TASK STATEMENT
Show every line in the entries below where the word "Aidan" appears.

Saved data entries

──────────

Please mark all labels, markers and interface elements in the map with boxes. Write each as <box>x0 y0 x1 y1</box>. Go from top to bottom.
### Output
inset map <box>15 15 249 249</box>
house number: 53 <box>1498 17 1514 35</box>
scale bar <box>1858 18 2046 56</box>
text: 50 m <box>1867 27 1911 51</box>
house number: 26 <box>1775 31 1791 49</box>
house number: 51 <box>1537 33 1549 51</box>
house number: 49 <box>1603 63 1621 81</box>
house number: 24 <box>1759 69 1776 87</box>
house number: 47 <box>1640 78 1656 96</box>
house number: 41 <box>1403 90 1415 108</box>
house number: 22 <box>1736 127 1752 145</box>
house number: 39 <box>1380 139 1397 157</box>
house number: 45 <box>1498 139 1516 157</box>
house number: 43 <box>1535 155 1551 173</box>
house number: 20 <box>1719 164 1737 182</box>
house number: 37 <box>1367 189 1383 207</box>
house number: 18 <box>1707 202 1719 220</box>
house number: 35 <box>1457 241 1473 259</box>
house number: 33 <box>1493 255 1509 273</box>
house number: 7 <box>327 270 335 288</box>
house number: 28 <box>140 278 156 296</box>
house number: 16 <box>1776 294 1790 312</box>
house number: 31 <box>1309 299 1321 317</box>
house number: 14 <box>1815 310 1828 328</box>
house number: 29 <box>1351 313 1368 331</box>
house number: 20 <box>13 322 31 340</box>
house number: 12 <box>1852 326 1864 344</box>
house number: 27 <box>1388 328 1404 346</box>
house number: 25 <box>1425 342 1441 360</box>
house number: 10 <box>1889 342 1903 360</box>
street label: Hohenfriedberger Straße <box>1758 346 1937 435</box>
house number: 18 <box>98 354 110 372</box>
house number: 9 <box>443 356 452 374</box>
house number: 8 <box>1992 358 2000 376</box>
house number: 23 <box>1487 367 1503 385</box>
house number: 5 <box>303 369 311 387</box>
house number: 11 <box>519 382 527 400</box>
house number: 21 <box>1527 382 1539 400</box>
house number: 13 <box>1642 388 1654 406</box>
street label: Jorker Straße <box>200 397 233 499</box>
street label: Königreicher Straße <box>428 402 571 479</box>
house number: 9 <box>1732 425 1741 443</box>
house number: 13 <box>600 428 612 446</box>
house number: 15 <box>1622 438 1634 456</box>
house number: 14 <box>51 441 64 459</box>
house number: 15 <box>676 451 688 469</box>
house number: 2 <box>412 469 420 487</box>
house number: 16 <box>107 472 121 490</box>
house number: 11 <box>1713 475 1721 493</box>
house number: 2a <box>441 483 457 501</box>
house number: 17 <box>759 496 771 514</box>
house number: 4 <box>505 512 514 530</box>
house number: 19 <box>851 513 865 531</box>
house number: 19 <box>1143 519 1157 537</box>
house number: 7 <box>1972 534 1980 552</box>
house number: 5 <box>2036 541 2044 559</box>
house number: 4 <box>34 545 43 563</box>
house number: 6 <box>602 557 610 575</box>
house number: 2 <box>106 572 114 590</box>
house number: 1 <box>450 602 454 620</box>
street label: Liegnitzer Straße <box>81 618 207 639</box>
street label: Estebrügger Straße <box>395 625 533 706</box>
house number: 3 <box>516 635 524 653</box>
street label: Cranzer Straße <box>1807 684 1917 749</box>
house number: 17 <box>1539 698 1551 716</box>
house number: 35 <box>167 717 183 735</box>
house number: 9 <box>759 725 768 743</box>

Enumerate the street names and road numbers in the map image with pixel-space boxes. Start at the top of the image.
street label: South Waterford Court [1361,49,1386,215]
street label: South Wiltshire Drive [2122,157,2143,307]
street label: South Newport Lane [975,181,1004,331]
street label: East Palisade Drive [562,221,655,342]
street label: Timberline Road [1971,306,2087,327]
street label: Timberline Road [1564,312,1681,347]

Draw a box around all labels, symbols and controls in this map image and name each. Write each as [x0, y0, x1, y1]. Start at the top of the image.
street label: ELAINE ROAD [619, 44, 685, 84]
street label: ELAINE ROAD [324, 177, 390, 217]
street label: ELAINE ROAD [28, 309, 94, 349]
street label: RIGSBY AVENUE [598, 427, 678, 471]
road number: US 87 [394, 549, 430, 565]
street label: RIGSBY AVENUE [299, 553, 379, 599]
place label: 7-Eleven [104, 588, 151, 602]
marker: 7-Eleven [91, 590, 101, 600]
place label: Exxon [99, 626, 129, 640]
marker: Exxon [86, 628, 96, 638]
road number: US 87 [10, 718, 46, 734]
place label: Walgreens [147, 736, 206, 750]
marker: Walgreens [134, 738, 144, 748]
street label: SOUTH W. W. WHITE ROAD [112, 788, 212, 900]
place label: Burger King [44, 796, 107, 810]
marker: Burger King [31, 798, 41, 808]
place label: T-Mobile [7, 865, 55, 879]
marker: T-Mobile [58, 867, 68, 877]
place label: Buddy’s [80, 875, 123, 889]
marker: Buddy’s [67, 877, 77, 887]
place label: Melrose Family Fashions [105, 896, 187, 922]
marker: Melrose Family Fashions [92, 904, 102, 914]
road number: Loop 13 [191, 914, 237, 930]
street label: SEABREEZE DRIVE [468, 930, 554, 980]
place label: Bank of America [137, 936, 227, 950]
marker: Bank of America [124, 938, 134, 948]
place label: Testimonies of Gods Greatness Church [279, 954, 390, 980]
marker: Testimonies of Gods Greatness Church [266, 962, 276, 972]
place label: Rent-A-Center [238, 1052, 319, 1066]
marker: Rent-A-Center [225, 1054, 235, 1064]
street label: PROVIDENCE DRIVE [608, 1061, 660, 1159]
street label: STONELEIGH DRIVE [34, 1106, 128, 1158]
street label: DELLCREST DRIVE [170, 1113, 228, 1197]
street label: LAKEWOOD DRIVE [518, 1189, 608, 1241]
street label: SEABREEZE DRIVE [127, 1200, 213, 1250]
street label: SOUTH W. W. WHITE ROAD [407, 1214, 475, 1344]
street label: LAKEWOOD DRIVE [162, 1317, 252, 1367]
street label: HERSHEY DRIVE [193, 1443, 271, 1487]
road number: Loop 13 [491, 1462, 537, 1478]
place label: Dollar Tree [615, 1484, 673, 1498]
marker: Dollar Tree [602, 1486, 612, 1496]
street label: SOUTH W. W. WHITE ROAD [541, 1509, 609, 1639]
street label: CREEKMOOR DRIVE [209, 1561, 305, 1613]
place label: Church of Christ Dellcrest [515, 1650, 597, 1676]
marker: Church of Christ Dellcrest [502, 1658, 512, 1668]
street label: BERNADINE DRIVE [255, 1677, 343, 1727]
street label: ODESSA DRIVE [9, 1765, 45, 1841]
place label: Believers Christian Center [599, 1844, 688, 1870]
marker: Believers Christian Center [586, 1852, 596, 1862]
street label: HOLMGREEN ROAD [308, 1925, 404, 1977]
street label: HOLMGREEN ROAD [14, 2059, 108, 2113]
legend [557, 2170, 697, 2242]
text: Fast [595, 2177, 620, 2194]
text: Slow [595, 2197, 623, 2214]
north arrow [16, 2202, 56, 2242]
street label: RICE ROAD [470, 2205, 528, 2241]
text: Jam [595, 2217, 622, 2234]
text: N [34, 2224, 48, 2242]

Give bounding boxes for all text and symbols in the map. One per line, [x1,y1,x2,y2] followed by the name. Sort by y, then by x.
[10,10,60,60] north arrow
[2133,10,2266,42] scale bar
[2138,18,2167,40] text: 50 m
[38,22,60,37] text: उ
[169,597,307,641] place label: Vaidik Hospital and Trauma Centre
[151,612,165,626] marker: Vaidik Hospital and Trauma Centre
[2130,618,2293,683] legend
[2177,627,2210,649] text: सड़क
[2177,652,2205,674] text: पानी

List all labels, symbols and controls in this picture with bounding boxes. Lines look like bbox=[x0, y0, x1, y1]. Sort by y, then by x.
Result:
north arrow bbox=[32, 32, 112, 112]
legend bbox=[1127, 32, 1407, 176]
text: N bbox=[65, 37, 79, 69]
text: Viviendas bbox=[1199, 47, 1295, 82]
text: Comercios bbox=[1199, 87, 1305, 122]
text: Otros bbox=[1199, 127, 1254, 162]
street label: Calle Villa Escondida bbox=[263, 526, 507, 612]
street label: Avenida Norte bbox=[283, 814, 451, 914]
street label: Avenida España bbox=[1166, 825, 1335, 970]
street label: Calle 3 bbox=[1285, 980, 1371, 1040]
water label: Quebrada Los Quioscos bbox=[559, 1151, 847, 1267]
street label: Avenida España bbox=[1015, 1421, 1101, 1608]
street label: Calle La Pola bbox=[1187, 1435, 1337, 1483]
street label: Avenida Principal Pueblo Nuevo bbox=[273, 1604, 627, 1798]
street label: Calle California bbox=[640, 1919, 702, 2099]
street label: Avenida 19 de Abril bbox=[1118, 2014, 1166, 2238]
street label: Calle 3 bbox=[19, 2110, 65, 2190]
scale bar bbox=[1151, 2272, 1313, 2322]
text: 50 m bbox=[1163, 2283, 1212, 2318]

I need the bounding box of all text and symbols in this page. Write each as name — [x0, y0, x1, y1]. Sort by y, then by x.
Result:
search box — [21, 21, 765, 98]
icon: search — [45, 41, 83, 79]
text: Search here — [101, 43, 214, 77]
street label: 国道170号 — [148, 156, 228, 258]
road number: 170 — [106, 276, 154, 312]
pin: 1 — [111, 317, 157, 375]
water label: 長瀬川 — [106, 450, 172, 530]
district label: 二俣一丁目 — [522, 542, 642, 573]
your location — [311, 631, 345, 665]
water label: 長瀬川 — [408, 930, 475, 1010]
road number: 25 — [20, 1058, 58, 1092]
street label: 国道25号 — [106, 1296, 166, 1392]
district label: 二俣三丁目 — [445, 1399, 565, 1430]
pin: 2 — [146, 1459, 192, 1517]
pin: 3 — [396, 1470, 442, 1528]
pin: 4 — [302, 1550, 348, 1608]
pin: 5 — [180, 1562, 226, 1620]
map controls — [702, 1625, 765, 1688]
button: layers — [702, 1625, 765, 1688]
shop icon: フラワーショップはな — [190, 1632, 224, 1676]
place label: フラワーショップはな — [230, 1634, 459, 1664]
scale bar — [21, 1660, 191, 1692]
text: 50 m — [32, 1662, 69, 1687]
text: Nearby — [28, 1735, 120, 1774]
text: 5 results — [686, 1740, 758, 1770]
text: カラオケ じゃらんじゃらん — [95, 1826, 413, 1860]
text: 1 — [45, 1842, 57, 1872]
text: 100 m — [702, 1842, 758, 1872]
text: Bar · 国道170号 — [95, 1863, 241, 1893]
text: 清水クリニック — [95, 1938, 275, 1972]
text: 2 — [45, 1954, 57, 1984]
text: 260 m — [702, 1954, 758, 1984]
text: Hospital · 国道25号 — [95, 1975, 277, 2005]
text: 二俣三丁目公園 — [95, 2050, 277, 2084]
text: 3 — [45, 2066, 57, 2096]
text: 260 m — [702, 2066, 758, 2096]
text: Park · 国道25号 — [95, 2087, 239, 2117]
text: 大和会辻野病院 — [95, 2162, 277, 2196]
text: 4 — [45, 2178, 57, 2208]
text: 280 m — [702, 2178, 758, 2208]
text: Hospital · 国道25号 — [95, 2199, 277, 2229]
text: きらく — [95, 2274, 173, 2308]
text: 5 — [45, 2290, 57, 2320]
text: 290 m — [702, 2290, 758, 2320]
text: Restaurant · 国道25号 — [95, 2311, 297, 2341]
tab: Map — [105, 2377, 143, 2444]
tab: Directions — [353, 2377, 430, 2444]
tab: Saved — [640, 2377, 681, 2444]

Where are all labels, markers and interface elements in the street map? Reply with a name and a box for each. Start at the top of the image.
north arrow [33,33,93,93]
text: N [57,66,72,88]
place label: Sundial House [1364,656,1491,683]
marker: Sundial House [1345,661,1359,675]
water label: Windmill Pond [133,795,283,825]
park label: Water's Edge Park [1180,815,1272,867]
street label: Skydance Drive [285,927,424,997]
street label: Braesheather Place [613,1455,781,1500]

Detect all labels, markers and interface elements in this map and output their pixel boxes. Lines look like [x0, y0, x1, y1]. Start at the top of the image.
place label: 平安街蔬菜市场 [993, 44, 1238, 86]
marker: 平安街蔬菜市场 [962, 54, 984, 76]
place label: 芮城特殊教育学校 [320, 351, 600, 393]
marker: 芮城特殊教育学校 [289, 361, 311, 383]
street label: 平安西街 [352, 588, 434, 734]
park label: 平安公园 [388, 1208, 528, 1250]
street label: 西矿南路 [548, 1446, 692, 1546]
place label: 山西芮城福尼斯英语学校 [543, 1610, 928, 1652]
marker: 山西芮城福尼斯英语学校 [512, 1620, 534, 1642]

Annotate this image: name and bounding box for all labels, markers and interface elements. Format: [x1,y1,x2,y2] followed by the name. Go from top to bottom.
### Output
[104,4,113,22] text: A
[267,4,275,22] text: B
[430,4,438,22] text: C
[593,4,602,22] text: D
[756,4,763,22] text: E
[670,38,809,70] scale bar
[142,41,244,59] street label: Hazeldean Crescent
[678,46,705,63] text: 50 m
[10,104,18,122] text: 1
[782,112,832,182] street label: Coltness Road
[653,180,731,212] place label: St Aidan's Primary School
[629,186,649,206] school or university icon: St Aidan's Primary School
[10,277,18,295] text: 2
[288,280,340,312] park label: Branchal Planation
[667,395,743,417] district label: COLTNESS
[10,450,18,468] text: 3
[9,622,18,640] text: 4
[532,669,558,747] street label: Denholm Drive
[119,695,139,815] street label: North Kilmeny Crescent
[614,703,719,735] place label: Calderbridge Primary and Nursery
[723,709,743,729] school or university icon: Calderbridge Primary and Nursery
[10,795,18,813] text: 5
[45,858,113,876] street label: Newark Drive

──────────

WRITTEN SOLUTION
[653,180,731,212] place label: St Aidan's Primary School
[629,186,649,206] school or university icon: St Aidan's Primary School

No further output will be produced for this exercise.